いきなりゴーストハウス!(前)
「こないだの大食い大会をおぼえてる?」
と、クッキーが切り出したのは夕方に差し掛かったころだ。
「タルトが優勝できなかったやつね」
「言い方を考えろ、言い方を」
辛辣なショコラに対して、タルトはぼそりと付け加える。
けっきょく、その賞品にされていた旅行券はスイートメイツが受け取ることになっているのだ。タルトからしてみれば、もう責められるいわれはない、ということだろう。
「それに出てた小人族がいたでしょ」
「ああ、3人組の」
「そいつらが、ちょっと盗賊ギルドで問題になっててね」
やれやれと肩をすくめるクッキー。
「問題……というのは?」
「この街で細かいイタズラを繰り返してるみたいでさ。スリとか、子供相手の恐喝とか……」
「普通に犯罪じゃねえか」
「そういう連中が調子に乗らないように、衛兵より先に捕まえておくのもギルドの仕事なんだ」
盗賊ギルドは基本的には秘密結社だ。衛兵たちから見逃されているのは、ひとえに彼ら自身が犯罪を抑制しているからである。
「で、ボクらは彼女らの顔を見てるし、捕まえてきてくれないかって言われててさ。彼女らの居場所は分かってるけど、手が出しにくいんだよ」
「つまり、お仕事としてわたくしたちに依頼を?」
「そう。ボクとしてはみんなに協力してほしい。こういうところでギルドに貢献しとかないと」
「非合法行為に加担させられるわけじゃないでしょうね?」
「今回については、バレて困るような仕事じゃないと思う。彼女らのほうが、まわりに迷惑をかけてるから」
「小悪党を捕まえて盗賊ギルドに突き出すわけか。そのあとは……」
「ギルドに任せる。でも、彼女らにも何か仕事をさせるんじゃないかな。下水の掃除とか」
十字路の街の地下には広大な下水がひろがっている。その管理は、ほぼ盗賊ギルドによって行われている、というのも周知の事実だ。
「あたしはいいぜ。連中に借りを返したいしな」
「私も。たまには治安に協力しないとね」
「わたくしは、異存ありません。被害が深刻化する前にオシオキしてあげましょう」
こうして、スイートメイツは合意に達した。
冒険者というのは、このように仕事を引き受けることもあるのですね。
「って、こんなところに潜伏してるなんて聞いてないんだけど」
騒ぎを起こしている小人族が潜んでいるとおぼしき場所に近づくにつれて、明らかにショコラは不機嫌になり始めていた。

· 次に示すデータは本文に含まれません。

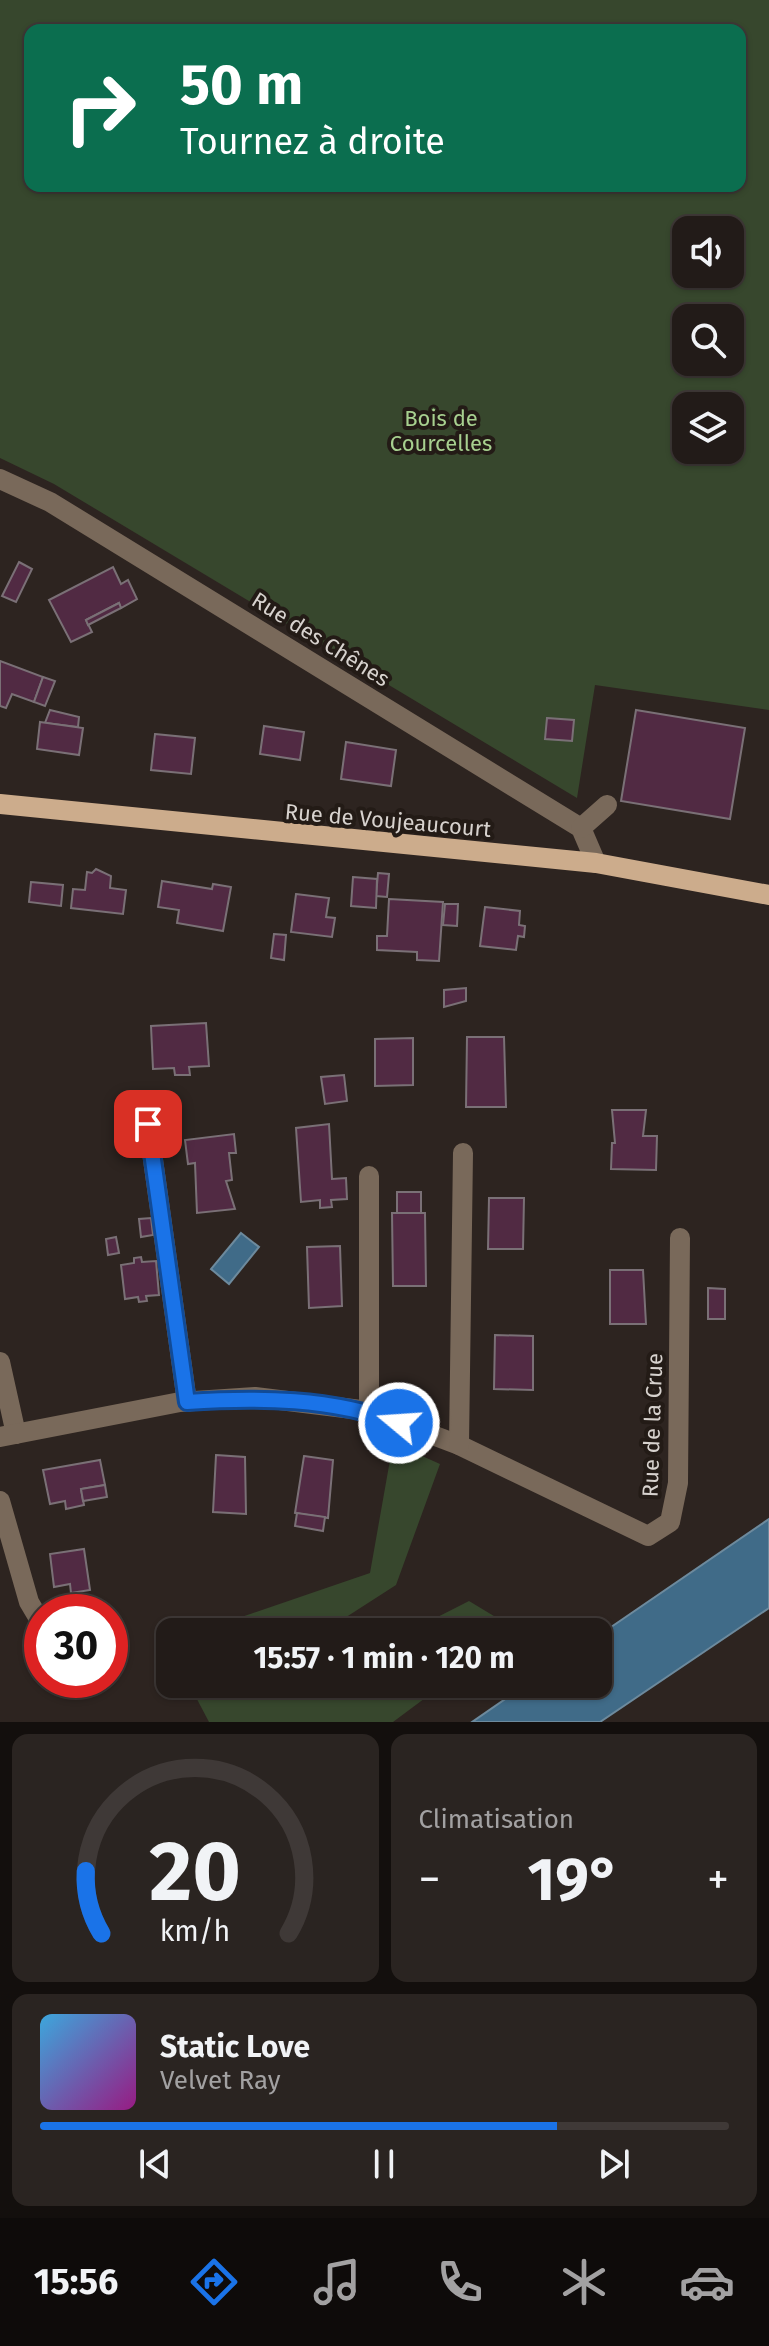 <!DOCTYPE html>
<html lang="fr">
<meta charset="utf-8">
<style>
:root{--surface:#221b18;--page:#2a2421;--text:#f1f3f6;--muted:#a2a1a2;--line:#3f3937;--accent:#1a73e8}
body{margin:0;font-family:"Fira Sans",sans-serif;background:var(--page);color:var(--text);height:100vh;display:flex;flex-direction:column;font-size:30px;white-space:nowrap}
*{box-sizing:border-box;margin:0}
p{font-size:26px;color:var(--muted)}
.icon{flex:none;width:44px;height:44px;fill:none;stroke:currentColor;stroke-width:2;stroke-linecap:round;stroke-linejoin:round}
.map{position:relative;height:1722px;overflow:hidden}
.drawer{display:flex;flex-direction:column;gap:12px;padding:12px;background:#130f0d;flex:1}
.drawer>*{flex:none}
.banner{position:absolute;left:24px;top:24px;width:722px;height:168px;border-radius:16px;box-shadow:0 2px 6px #0004,0 0 0 2px var(--line);background:#0b6e4f;color:#fff;overflow:hidden}
.controls{position:absolute;left:672px;top:216px;display:grid;gap:16px}
.controls a{display:grid;place-items:center;width:72px;height:72px;border-radius:16px;background:var(--surface);box-shadow:0 2px 6px #0004,0 0 0 2px var(--line);font-size:40px}
.speed{position:absolute;left:24px;top:1594px;display:flex;gap:16px;font-size:40px;font-weight:700;text-align:center}
.speed>*{display:grid;place-content:center;width:104px;height:104px;border-radius:50%;background:var(--surface);box-shadow:0 2px 6px #0004,0 0 0 2px var(--line);line-height:1}
.speed .limit{border:12px solid #d22;background:#fff;color:#111}
.pin{position:absolute;display:grid;place-items:center;width:68px;height:68px;color:#fff;margin:-34px;border-radius:16px;box-shadow:0 4px 12px #0006}
.me{position:absolute;width:88px;margin:-44px;rotate:288deg;stroke-linejoin:round;filter:drop-shadow(0 0 6px #0008)}
.turn{display:flex;align-items:center;gap:28px;height:168px;padding:0 24px;font-size:36px}
.turn .icon{width:104px;height:104px;stroke-width:2.5}
.turn b{display:block;font-size:56px;line-height:68px}
.big{font-size:60px;font-weight:700;line-height:1.1}
.drawer .card{flex:1;display:flex;flex-direction:column;justify-content:center;gap:12px;min-width:0;padding:0 28px;border-radius:16px;background:var(--page)}
.drawer .dial{align-items:center;gap:0}
.dial svg{height:208px;overflow:visible;fill:none;stroke:var(--line);stroke-width:7;stroke-linecap:round;text-anchor:middle}
.dial text{fill:var(--text);stroke:none}
.song{display:flex;align-items:center;gap:24px}
.cover{width:96px;height:96px;border-radius:12px;background:linear-gradient(135deg,hsl(200 70% 55%),hsl(310 70% 35%))}
.played{height:8px;border-radius:4px;background:linear-gradient(90deg,var(--accent) 75%,var(--line) 75%)}
.keys{display:flex;justify-content:space-around;direction:ltr}
.heat{display:flex;justify-content:space-between;align-items:center;font-size:44px;direction:ltr}
.drawer .tiles{flex:1;display:grid;gap:12px;grid-template-columns:1fr 1fr}
.card:last-child{grid-column:span 2}
.trip{position:absolute;left:156px;top:1618px;width:456px;height:80px;border-radius:16px;background:var(--surface);box-shadow:0 2px 6px #0004,0 0 0 2px var(--line);font-weight:700;line-height:80px;text-align:center}
.dock{display:flex;height:128px;justify-content:space-around;align-items:center;background:#0e0b0a;color:var(--muted)}
.dock .icon{width:56px;height:56px}
.dock .on{color:var(--accent)}
.dock b{font-size:36px;color:var(--text)}
.map>svg:first-child{display:block}
.green{fill:#37472d;fill-rule:evenodd}
.water{fill:#406b88;stroke:#6d8a9d;stroke-width:2}
.building{fill:#512a43;stroke:#7a7076;stroke-width:2}
.lines{fill:none;stroke-linecap:round;stroke-linejoin:round}
.minor{stroke:#79695a;stroke-width:20}
.major{stroke:#ccac8c;stroke-width:20}
.route-casing{stroke:#114b97;stroke-width:20}
.route{stroke:#1a73e8;stroke-width:14}
.labels{text-anchor:middle;stroke-width:8;stroke-linejoin:round;paint-order:stroke}
.park-label{font-size:22px;fill:#a7d08f;stroke:#231b16}
.street-label{font-size:22px;fill:#d7d2ce;stroke:#231b16}
</style>
<div class="map">
<svg width="769" height="1722" viewBox="0 0 769 1722">
<rect width="100%" height="100%" fill="#2d2420"/>
<g class="green">
<path d="M0,0H769V710L595,685L577,798L54,484L0,458ZM30,30H740V186H30ZM686,230H730V274H686ZM686,318H730V362H686ZM686,406H730V450H686Z"/>
<path d="M393,1443L440,1464L396,1585L323,1632H198L370,1573Z"/>
<path d="M469,1601L517,1630L408,1632Z"/>
<path d="M189,1684H444L393,1722H209Z"/>
</g>
<g class="water">
<path d="M241,1233L259,1247L229,1284L211,1269Z"/>
<path d="M769,1519V1608L600,1722H472L527,1684H598V1636Z"/>
</g>
<g class="building">
<path d="M19,562L32,569L16,602L2,596Z"/>
<path d="M113,567L121,584L128,580L137,599L121,608L119,603L86,620L92,632L71,642L49,600Z"/>
<path d="M119,603L121,608L88,625L86,620Z"/>
<path d="M0,661L43,677L34,702L12,694L6,708L0,706Z"/>
<path d="M43,677L55,681L45,706L34,702Z"/>
<path d="M50,710L79,717L78,727L45,723Z"/>
<path d="M636,710L745,728L730,819L621,801Z"/>
<path d="M547,718L574,720L572,741L545,739Z"/>
<path d="M40,722L83,728L79,755L37,749Z"/>
<path d="M264,726L304,732L300,760L260,754Z"/>
<path d="M155,734L195,738L191,774L151,770Z"/>
<path d="M346,742L396,750L391,786L341,779Z"/>
<path d="M96,869L111,876L110,888L126,890L123,914L71,908L73,889L85,890L87,872L92,873Z"/>
<path d="M378,873L389,874L387,897L376,896Z"/>
<path d="M353,877L377,879L376,908L351,906Z"/>
<path d="M162,881L212,889L213,884L231,887L223,931L177,923L179,910L158,907Z"/>
<path d="M31,882L63,885L61,906L29,902Z"/>
<path d="M296,894L329,898L326,917L335,918L332,937L291,932Z"/>
<path d="M389,899L443,902L439,961L417,960V952L377,950V936H387Z"/>
<path d="M445,904H458L457,926L443,925Z"/>
<path d="M485,907L520,911L519,925L525,926L524,937L518,936L516,950L480,946Z"/>
<path d="M274,934L286,935L284,960L271,958Z"/>
<path d="M466,988V1001L444,1007V990Z"/>
<path d="M206,1023L209,1066L189,1067L190,1075H175L174,1068L153,1069L151,1026Z"/>
<path d="M467,1037H504L506,1107H466Z"/>
<path d="M413,1038V1085L375,1086V1039Z"/>
<path d="M344,1075L347,1101L325,1104L321,1077Z"/>
<path d="M612,1110H646L643,1136H657L656,1170L611,1169L612,1143H615Z"/>
<path d="M329,1124L332,1179L346,1178L347,1199L331,1200L332,1207L320,1208V1200L301,1202L296,1128Z"/>
<path d="M234,1134L236,1153H229L232,1180L226,1181L235,1209L197,1213L195,1163L188,1164L185,1140Z"/>
<rect x="397" y="1192" width="24" height="21"/>
<path d="M489,1198H524L523,1249H488Z"/>
<path d="M392,1213H425L426,1286H393Z"/>
<path d="M151,1218L153,1235L141,1237L139,1219Z"/>
<path d="M116,1237L119,1253L108,1255L106,1239Z"/>
<path d="M340,1246L342,1306L309,1308L307,1247Z"/>
<path d="M141,1257L142,1262L156,1261L159,1295L146,1296L147,1301L139,1302L138,1297L125,1299L121,1265L134,1263V1258Z"/>
<path d="M610,1270H643L646,1324H610Z"/>
<path d="M708,1288L725,1289V1319H708Z"/>
<path d="M495,1335L533,1336V1390L494,1389Z"/>
<path d="M216,1455L245,1457L246,1514L213,1512Z"/>
<path d="M304,1456L333,1460L328,1518L295,1513Z"/>
<path d="M100,1460L105,1485L81,1489L84,1505L66,1509L65,1501L50,1504L43,1470Z"/>
<path d="M105,1485L107,1497L83,1501L81,1489Z"/>
<path d="M297,1513L325,1517L323,1531L295,1526Z"/>
<path d="M84,1549L90,1590L71,1593L70,1584L54,1587L50,1554Z"/>
<path d="M76,1680H92L99,1689L89,1696Z"/>
</g>
<g class="lines">
<g class="minor">
<path d="M0,479L50,502L581,828L596,863"/>
<path d="M581,828L607,805"/>
<path d="M148,1124L187,1402"/>
<path d="M369,1176V1411"/>
<path d="M0,1362L16,1434"/>
<path d="M0,1437L180,1402L255,1397L369,1411L459,1445L648,1536L670,1522L678,1483L680,1238"/>
<path d="M459,1445L463,1153"/>
<path d="M0,1501L29,1602L42,1624"/>
</g>
<path class="major" d="M0,804L596,863L769,895"/>
</g>
<g class="lines">
<defs>
<path id="route" d="M148,1124L187,1402C258,1397 332,1398 399,1423"/>
</defs>
<use href="#route" class="route-casing"/>
<use href="#route" class="route"/>
</g>
<g class="labels">
<g class="park-label">
<text x="441" y="426">Bois de<tspan x="441" dy="25">Courcelles</tspan></text>
</g>
<g class="street-label">
<text transform="translate(321 639) rotate(32)" y="8">Rue des Chênes</text>
<text transform="translate(388 820) rotate(5)" y="8">Rue de Voujeaucourt</text>
<text transform="translate(652 1425) rotate(-88)" y="8">Rue de la Crue</text>
</g>
</g>
</svg>
<div class="controls">
<a><svg class="icon" aria-label="sound" viewBox="0 0 24 24"><path d="M4 9h4l5-4v14l-5-4H4zM17 9q2 3 0 6"/></svg></a>
<a><svg class="icon" aria-label="search" viewBox="0 0 24 24"><circle cx="10" cy="10" r="6"/><path d="M15 15l6 6"/></svg></a>
<a><svg class="icon" aria-label="layers" viewBox="0 0 24 24"><path d="M12 4l9 5-9 5-9-5zM3 14l9 5 9-5"/></svg></a>
</div>
<div class="speed"><div class="limit">30</div></div>
<div class="pin" style="left:148px;top:1124px;background:#d93025"><svg class="icon" aria-label="arrive" viewBox="0 0 24 24"><path d="M6 21V4h12l-3 4 3 4H6"/></svg></div>
<svg class="me" style="left:399px;top:1423px" viewBox="-20 -20 40 40"><circle r="17" fill="#1a73e8" stroke="#fff" stroke-width="3"/><path d="M0-11L8 9 0 5-8 9z" fill="#fff"/></svg>
<div class="trip">15:57 · 1 min · 120 m</div>
<div class="banner">
<div class="turn"><svg class="icon" aria-label="right" viewBox="0 0 24 24"><path d="M7 20v-9h11M14 6l5 5-5 5"/></svg><div><b>50 m</b>Tournez à droite</div></div>
</div>
</div>
<section class="drawer">
<div class="tiles">
<div class="card dial"><svg viewBox="0 0 100 80">
<path d="M14 69A42 42 0 1 1 86 69"/>
<path d="M14 69A42 42 0 0 1 8 45" stroke="#1a73e8"/>
<text x="50" y="56" font-size="32" font-weight="700">20</text>
<text x="50" y="72" font-size="11">km/h</text>
</svg></div>
<div class="card"><p>Climatisation</p>
<div class="heat"><a>−</a><b class="big">19°</b><a>+</a></div>
</div>
<div class="card">
<div class="song"><i class="cover"></i><div><b>Static Love</b><p>Velvet Ray</p></div></div>
<div class="played"></div>
<div class="keys"><svg class="icon" aria-label="previous" viewBox="0 0 24 24"><path d="M18 5L8 12l10 7zM5 5v14"/></svg><svg class="icon" aria-label="pause" viewBox="0 0 24 24"><path d="M8 5v14M16 5v14"/></svg><svg class="icon" aria-label="next" viewBox="0 0 24 24"><path d="M6 5l10 7-10 7zM19 5v14"/></svg></div>
</div>
</div>
</section>
<nav class="dock">
<b>15:56</b>
<svg class="icon on" aria-label="directions" viewBox="0 0 24 24"><path d="M12 3l9 9-9 9-9-9zM9 14v-3h6M13 9l2 2-2 2"/></svg>
<svg class="icon" aria-label="music" viewBox="0 0 24 24"><path d="M9 18V5l10-2v13"/><circle cx="6" cy="18" r="3"/><circle cx="16" cy="16" r="3"/></svg>
<svg class="icon" aria-label="phone" viewBox="0 0 24 24"><path d="M5 4h4l2 5-3 2q2 4 5 5l2-3 5 2v4C11 20 4 13 5 4z"/></svg>
<svg class="icon" aria-label="climate" viewBox="0 0 24 24"><path d="M12 3v18M4 7l16 10M4 17L20 7"/></svg>
<svg class="icon" aria-label="car" viewBox="0 0 24 24"><path d="M5 17H2v-5l4-1 3-4h7l3 4 3 1v5h-3M9 17h6M6 11h13"/><circle cx="7" cy="17" r="2"/><circle cx="17" cy="17" r="2"/></svg>
</nav>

十字路の街の郊外にほど近い場所だ。わき道には墓地がひろがっている。
「言ったら、ショコラが嫌がるかなーと思って」
「当たり前でしょ、こんなところで……ひやっ、今何か動いた!」
飛び跳ねるように、魔法使いがタルトの後ろに隠れた。ショコラはオバケの類が苦手なのだ。
「そんなんでよく魔法使いをやれてるよ」
一方、タルトのほうは一向に気にしていないらしい。
「大丈夫ですよ、聖職者のわたくしがついてますから」
よしよし、とショコラの背中をなでるプリン。何せ神官だから、除霊や呪い避けは得意……なはずだ。たぶん。
「うう、覚えてなさい……」
恨めし気なショコラをなだめつつ、一向は進む。
道の先には、どんよりと暗い雰囲気の屋敷が現れる。見える窓には、明かりはひとつもついていない。
「廃墟……ですか」
それを眺めて、プリンがつぶやく。 クッキーがおおきくなずいた。
「昔は、墓守の一族が住んでたらしいけど、今はいなくなっちゃって。空き家になったところに、小人族がすみついてるみたい」
「なんでそういういわくありそうなところをわざわざ選ぶのよ」
「そこなら、近づかれないと思ったんでしょ」
行くよ、とばかりにクッキーが道の先を示す。
「いわくなんて、大したことはないよ。墓守の一人娘がなくなったくらいで……」
「思いっきりあるじゃないの」
「単なる病死だって。よくあることだよ」
「ものっすごく嫌な予感がするわ……あれ?」
ショコラがふと顔を上げた時、これから向かう先の廃墟の窓から、ぼんやりと白いものがこちらを向いていた気がした。
「……」
まばたきした直後には、その白いものはもういなくなっていた。
「どうした? 早く行くぞ」
「……わかってるわよ」
ショコラもうーうーうなりながらついていった。さすがにここで大声を出すわけにもいかない。
墓場のオバケたちに祟られるかもしれないからだ。